# Found a really awesome projector to use in home haunts!



## BIGANT (Jul 13, 2010)

I bought this projector on clearance on a whim and it turned out to be awesome! Its perfect for haunts due to its small size and compact package. You can hide this thing almost anywhere and since it has its own speakers and battery built in you can get really creative with where you put it.


----------



## MapThePlanet (Nov 12, 2010)

Pretty nice for less than $100! Pretty versatile too.


----------



## Bobinhouston (Jul 28, 2013)

*love the projector*

thanks for the info


----------



## HomeyDaClown (Oct 3, 2009)

Got a few of them from Woot although they are older models pretty much the same unit by 3M. They are great to hide places. I use little media player boxes and hack the remotes to trigger surprise videos and in the cemetery to animate tombstones with shot from a Twisted Ambiance Tombstones DVD.

They hold up well and work good if not too far from the intended target or screen. I have to use the power supplies since 2 hour battery life is a bit short for our haunt.


----------



## WileE (Jul 26, 2013)

Very cool. Thanks for sharing the find.


----------



## Hauntiholik (May 17, 2006)

I thought this sounded familiar  WOOT! Projector


----------



## kprimm (Mar 14, 2009)

Awesome!, I want one, can you say where you bought this at?


----------



## Tokwik (Oct 12, 2011)

kprimm said:


> Awesome!, I want one, can you say where you bought this at?


I believe he said at the beginning he found it on sale at Target.
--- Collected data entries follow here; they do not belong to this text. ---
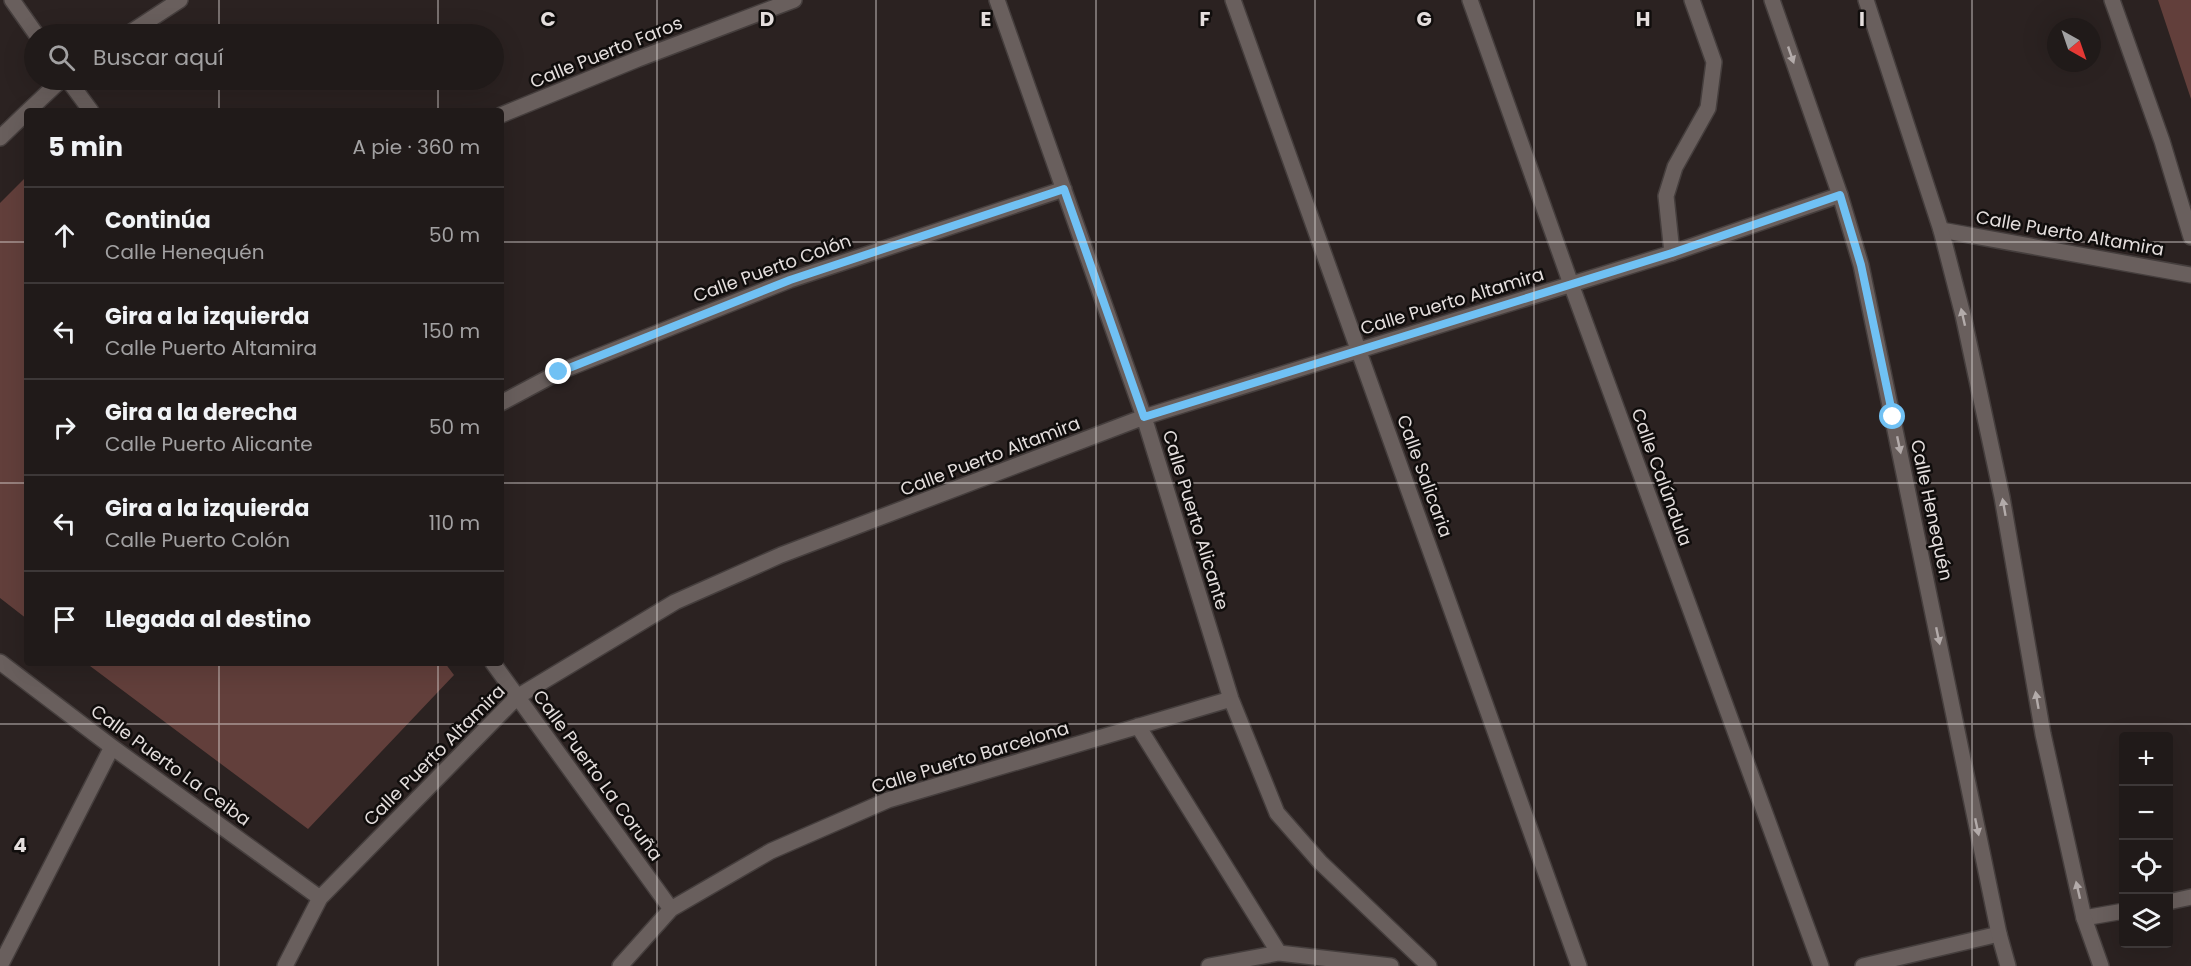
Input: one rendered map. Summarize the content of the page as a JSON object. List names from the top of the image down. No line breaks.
{"streets":{"street":["Calle Puerto Faros","Calle Puerto Altamira","Calle Puerto Colón","Calle Salicaria","Calle Calúndula","Calle Henequén","Calle Puerto Alicante","Calle Puerto Barcelona","Calle Puerto La Ceiba","Calle Puerto La Coruña"]},"crossings":[["Calle Puerto Altamira","Calle Salicaria"],["Calle Puerto Altamira","Calle Calúndula"],["Calle Puerto Altamira","Calle Henequén"],["Calle Puerto Altamira","Calle Puerto Alicante"],["Calle Puerto Altamira","Calle Puerto La Ceiba"],["Calle Puerto Altamira","Calle Puerto La Coruña"],["Calle Puerto Colón","Calle Puerto Alicante"],["Calle Puerto Alicante","Calle Puerto Barcelona"],["Calle Puerto Barcelona","Calle Puerto La Coruña"]],"north":"bottom right","page":{"search":"Buscar aquí","heading":["5 min","A pie · 360 m"],"list":[["Continúa","Calle Henequén","50 m"],["Gira a la izquierda","Calle Puerto Altamira","150 m"],["Gira a la derecha","Calle Puerto Alicante","50 m"],["Gira a la izquierda","Calle Puerto Colón","110 m"],"Llegada al destino"],"map_buttons":["+","−"]},"grid":{"columns":["C","D","E","F","G","H","I"],"rows":["4"]}}
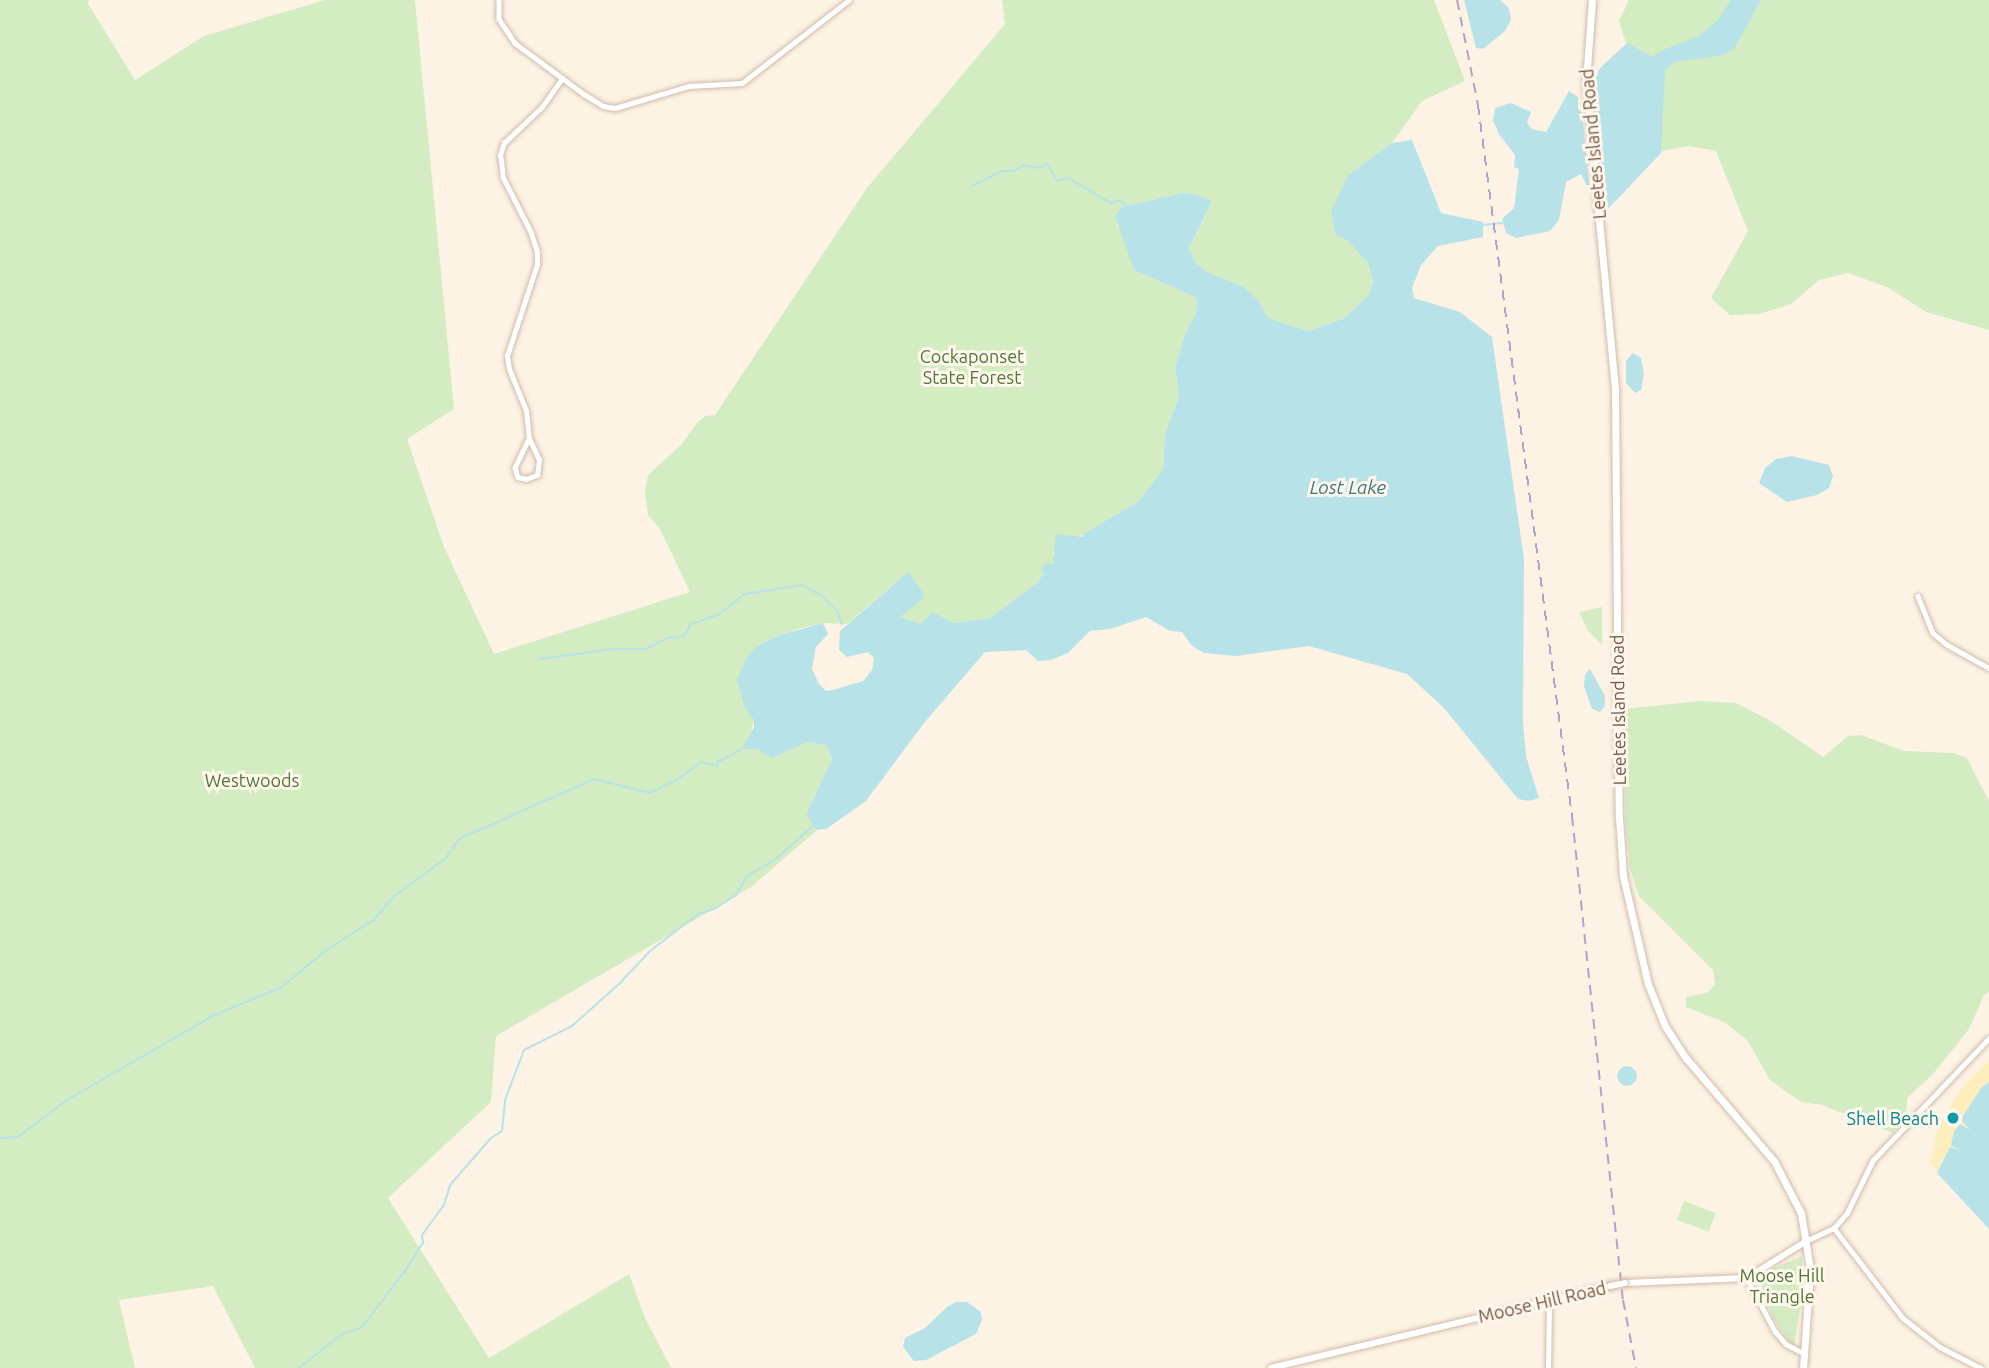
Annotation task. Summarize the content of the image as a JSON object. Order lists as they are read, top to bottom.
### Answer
{
  "streets": {
    "main road": ["Leetes Island Road"],
    "street": ["Moose Hill Road"]
  },
  "crossings": [
    ["Leetes Island Road", "Moose Hill Road"]
  ],
  "water": ["Lost Lake"],
  "parks": ["Cockaponset State Forest", "Westwoods", "Moose Hill Triangle"],
  "places": ["Shell Beach"]
}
Now I have to go out and get one for the old iPhone.

Thanks.


----------



## HomeyDaClown (Oct 3, 2009)

$109.00 now on Amazon + Free shipping

Amazon.com : 3M MP225a Mobile Projector : [email protected]@[email protected]@http://ecx.images-amazon.com/images/I/[email protected]@[email protected]@312VhOTvyYL


----------



## BIGANT (Jul 13, 2010)

I will be ordering the separate cables for this soon which will allow me to use it on something other than apple product to see how that works out as well


----------



## Lunatic (Oct 3, 2006)

Nice and compact!
The setup for hiding the projector and speakers is perfect BA!


----------



## DreadKnightswife (Oct 16, 2011)

Nice find! A bit much for my budget but hopefully someday we will be at that level!


----------



## BIGANT (Jul 13, 2010)

Here is another video showing how I plan to set it all up. Im fighting trying to figure how to get my iphone to play the video for hours on end short of making a 5-6 hour long file and putting it on my phone. All of the apps I have found so far that loop videos dont work with an external display on the iphone. I have ordered the cables for the projector that will allow me to plug it into something else and will probably just go that route.


----------



## ScaryLane (Jun 3, 2013)

At 32 Lumens, it's a bit on the dim side. While good for a smaller images (like a face) it will not expand to cover a wall, even in a dark room.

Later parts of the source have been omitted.